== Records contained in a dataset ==
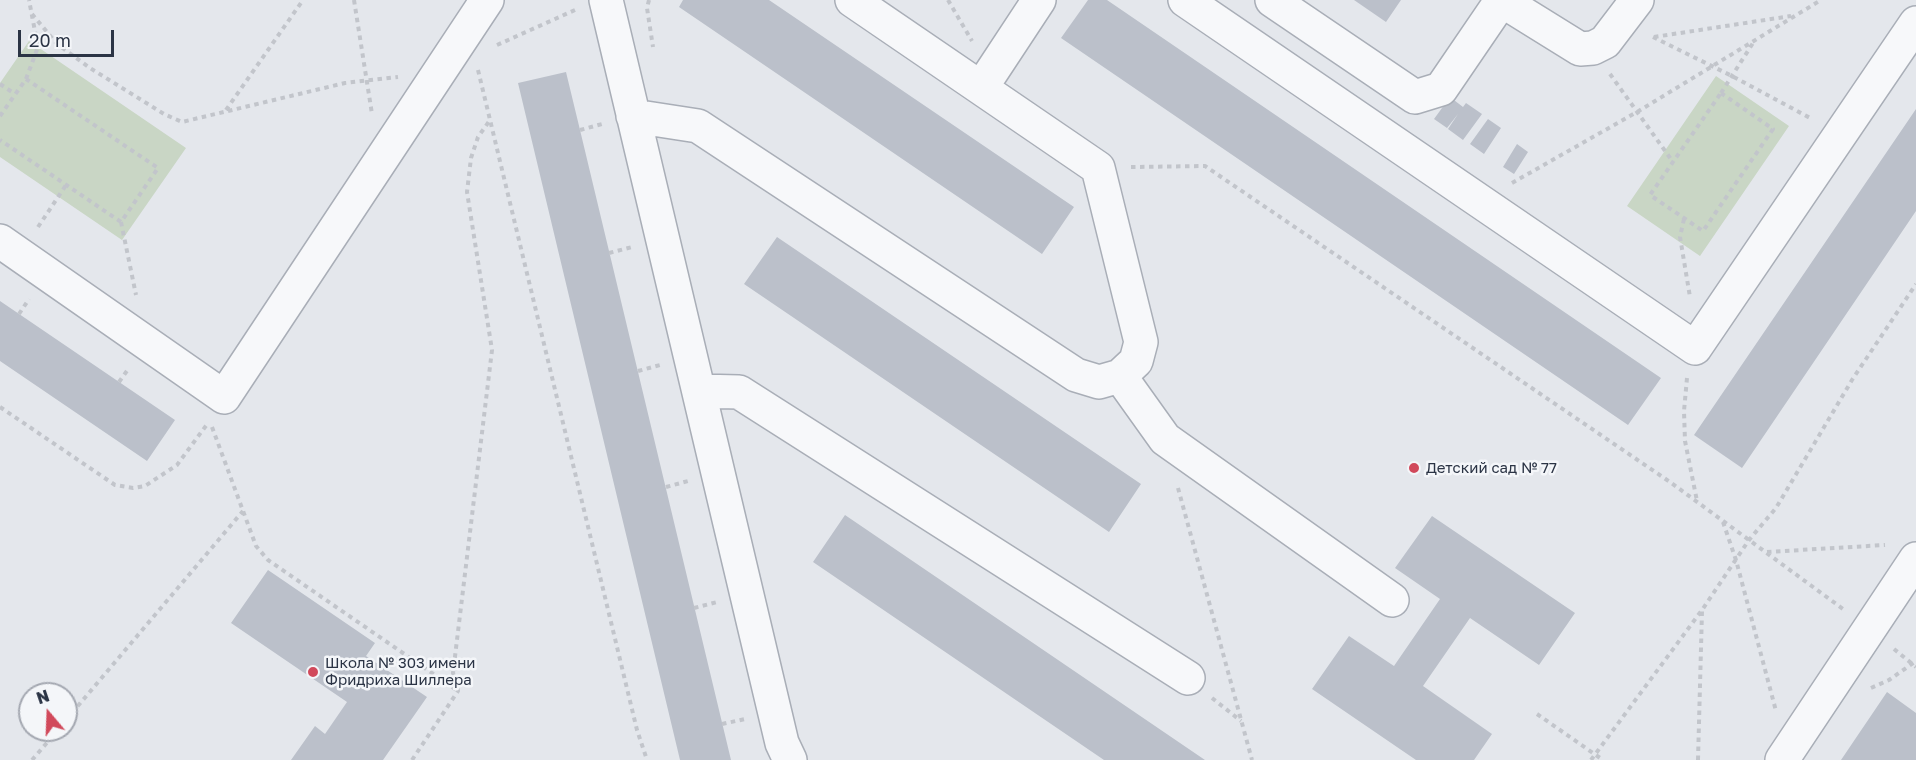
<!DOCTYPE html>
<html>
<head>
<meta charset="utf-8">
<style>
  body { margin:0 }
  #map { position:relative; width:1916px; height:760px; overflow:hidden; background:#e4e7ec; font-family:"Golos Text",sans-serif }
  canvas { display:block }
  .north { position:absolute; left:18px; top:682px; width:60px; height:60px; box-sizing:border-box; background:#f4f6f9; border:2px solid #a4a8b1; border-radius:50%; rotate:341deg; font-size:16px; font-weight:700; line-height:24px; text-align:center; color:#2b3445 }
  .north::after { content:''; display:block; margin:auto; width:21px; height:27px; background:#d1495b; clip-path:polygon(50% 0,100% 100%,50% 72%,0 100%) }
  .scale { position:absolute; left:18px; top:30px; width:96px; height:27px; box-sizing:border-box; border:3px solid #2b3445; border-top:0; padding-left:8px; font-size:18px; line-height:21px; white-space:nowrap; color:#2b3445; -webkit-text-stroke:4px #f4f6f9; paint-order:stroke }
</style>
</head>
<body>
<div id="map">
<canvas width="1916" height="760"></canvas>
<div class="north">N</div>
<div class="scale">20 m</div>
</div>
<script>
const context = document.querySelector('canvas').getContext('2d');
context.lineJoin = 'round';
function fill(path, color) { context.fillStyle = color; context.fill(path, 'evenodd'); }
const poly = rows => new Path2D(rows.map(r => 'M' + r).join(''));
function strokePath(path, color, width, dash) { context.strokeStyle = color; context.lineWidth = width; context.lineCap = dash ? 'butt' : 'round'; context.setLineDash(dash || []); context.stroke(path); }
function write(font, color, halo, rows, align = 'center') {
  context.font = font + ' "Golos Text",sans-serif'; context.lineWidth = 5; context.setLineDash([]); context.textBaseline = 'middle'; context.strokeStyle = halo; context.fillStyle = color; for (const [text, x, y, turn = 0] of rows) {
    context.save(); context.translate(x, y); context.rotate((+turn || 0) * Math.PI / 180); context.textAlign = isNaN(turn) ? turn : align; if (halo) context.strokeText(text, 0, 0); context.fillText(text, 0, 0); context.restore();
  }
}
fill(poly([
  [29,41,186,148,122,240,0,157,0,83],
  [1716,76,1789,126,1700,256,1627,206]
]), '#c9d6c5');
fill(poly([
  [683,0,769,0,1074,207,1042,254,679,7],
  [1088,0,1107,0,1661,378,1628,425,1061,38],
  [1354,0,1401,0,1386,22],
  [566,72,580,130,731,760,680,760,518,83],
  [1450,97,1463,107,1466,103,1482,114,1463,140,1448,129,1458,114,1447,128,1434,119],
  [1916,109,1916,211,1742,468,1694,435],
  [1488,119,1501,128,1484,154,1470,144],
  [1517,144,1528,152,1514,174,1503,167],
  [777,237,1141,484,1109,532,744,284],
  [0,301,175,420,147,461,0,361],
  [845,515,870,532,1205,760,1104,760,813,562],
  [1432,516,1575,613,1539,665,1470,618,1423,686,1492,734,1474,760,1416,760,1312,689,1349,636,1394,666,1440,599,1395,568],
  [268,570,375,643,366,656,427,697,383,760,291,760,315,726,325,734,347,702,231,623],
  [1887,692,1916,713,1916,760,1841,760]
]), '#bbc0ca');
const minor = poly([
  [606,0,782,743,790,760],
  [1185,0,1695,348,1916,23],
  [1272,0,1415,97,1441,89,1501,1],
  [1501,0,1580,49,1593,48,1605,42,1637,0],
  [981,88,1039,0],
  [633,116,698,126,1076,375,1099,382,1120,376,1136,361,1141,342,1098,168,852,0],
  [0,241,224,397,487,0],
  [1120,376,1165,439,1392,600],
  [699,391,739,392,1188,678],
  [1782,760,1916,559]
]);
strokePath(minor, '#a9aeb7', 36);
strokePath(poly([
  [354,0,372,114],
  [649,0,647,8,653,47],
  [948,0,972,41],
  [32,14,57,44,90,68,164,114,182,122,345,83,398,77],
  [1653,37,1732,76,1812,119],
  [1654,37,1791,16],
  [497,45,575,10],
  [478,70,637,730,647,760],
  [1610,74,1673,162],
  [26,79,38,47,29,0],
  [0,84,15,94],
  [1721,93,1773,129,1703,231,1650,195,1721,93],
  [1721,93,1753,43],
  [226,110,303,0],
  [0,116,26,79,158,168,121,222,0,140],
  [580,130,602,124],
  [1131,167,1205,166,1670,482,1843,609],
  [1512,183,1637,112,1821,0],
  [1684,219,1680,237,1690,297],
  [121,222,136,295],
  [38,227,66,185],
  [609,253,632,247],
  [19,314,29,299],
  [638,371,660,365],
  [1687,378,1684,411,1685,441,1697,501],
  [119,382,129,368],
  [0,407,115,485,133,488,145,486,177,465,208,423],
  [212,427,256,546,268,560,458,691],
  [666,487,688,481],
  [1178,488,1252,760],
  [1723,522,1736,560,1776,711],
  [1767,552,1885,545],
  [694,608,717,602],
  [1894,649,1916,667],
  [1871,688,1889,680,1916,661],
  [1212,698,1241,721],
  [1537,714,1603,760],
  [66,720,243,511],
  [722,724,745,719],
  [32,760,58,730],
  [412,760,458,691,453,673,492,350,467,192,471,158,478,137,490,120],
  [1591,760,1702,610,1749,540,1776,508,1852,380,1916,284],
  [1698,760,1702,611]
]), '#c2c5cb', 4, [4.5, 4.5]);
strokePath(minor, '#f7f8fa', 33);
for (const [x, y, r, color] of [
  [1414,468,6,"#d1495b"],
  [313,672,6,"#d1495b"]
]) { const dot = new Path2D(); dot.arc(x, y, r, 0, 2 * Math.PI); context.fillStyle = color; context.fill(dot); strokePath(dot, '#f4f6f9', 2); }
write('15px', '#2b3445', '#f4f6f9', [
  ["Детский сад № 77",1426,468],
  ["Школа № 303 имени",325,663],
  ["Фридриха Шиллера",325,680]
], 'left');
</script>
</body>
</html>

== What you need to do ==
Beginning with the first line of the records and ending with the line that contains "position:absolute; left:18px; top:682px;", reproduce every line exactly, omitting pictures and adding nothing.

== Task output ==
<!DOCTYPE html>
<html>
<head>
<meta charset="utf-8">
<style>
  body { margin:0 }
  #map { position:relative; width:1916px; height:760px; overflow:hidden; background:#e4e7ec; font-family:"Golos Text",sans-serif }
  canvas { display:block }
  .north { position:absolute; left:18px; top:682px; width:60px; height:60px; box-sizing:border-box; background:#f4f6f9; border:2px solid #a4a8b1; border-radius:50%; rotate:341deg; font-size:16px; font-weight:700; line-height:24px; text-align:center; color:#2b3445 }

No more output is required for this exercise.